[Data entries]

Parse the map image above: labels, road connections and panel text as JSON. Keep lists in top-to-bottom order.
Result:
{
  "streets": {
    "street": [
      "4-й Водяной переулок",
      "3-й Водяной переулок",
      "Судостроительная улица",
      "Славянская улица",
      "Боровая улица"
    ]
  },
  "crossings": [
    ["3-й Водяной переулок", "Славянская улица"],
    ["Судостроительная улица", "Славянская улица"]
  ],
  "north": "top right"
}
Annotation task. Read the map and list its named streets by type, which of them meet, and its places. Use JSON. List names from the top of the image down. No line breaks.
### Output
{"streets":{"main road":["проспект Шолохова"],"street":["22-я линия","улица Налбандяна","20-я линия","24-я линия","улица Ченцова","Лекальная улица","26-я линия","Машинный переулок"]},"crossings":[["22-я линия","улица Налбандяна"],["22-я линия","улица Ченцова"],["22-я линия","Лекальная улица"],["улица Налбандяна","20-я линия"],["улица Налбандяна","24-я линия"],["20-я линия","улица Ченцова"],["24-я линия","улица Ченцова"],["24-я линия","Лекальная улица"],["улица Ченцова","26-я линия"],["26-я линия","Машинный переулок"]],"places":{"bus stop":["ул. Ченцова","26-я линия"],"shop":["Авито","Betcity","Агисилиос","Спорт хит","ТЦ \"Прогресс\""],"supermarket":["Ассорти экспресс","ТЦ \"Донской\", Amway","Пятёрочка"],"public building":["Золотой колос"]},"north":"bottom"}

Problem statement
Each record must be output word for word.

Problem solution
Parse the map image above: labels, road connections and panel text as JSON. Keep lists in top-to-bottom order.
Result:
{
  "streets": {
    "street": [
      "4-й Водяной переулок",
      "3-й Водяной переулок",
      "Судостроительная улица",
      "Славянская улица",
      "Боровая улица"
    ]
  },
  "crossings": [
    ["3-й Водяной переулок", "Славянская улица"],
    ["Судостроительная улица", "Славянская улица"]
  ],
  "north": "top right"
}
Annotation task. Read the map and list its named streets by type, which of them meet, and its places. Use JSON. List names from the top of the image down. No line breaks.
### Output
{"streets":{"main road":["проспект Шолохова"],"street":["22-я линия","улица Налбандяна","20-я линия","24-я линия","улица Ченцова","Лекальная улица","26-я линия","Машинный переулок"]},"crossings":[["22-я линия","улица Налбандяна"],["22-я линия","улица Ченцова"],["22-я линия","Лекальная улица"],["улица Налбандяна","20-я линия"],["улица Налбандяна","24-я линия"],["20-я линия","улица Ченцова"],["24-я линия","улица Ченцова"],["24-я линия","Лекальная улица"],["улица Ченцова","26-я линия"],["26-я линия","Машинный переулок"]],"places":{"bus stop":["ул. Ченцова","26-я линия"],"shop":["Авито","Betcity","Агисилиос","Спорт хит","ТЦ \"Прогресс\""],"supermarket":["Ассорти экспресс","ТЦ \"Донской\", Amway","Пятёрочка"],"public building":["Золотой колос"]},"north":"bottom"}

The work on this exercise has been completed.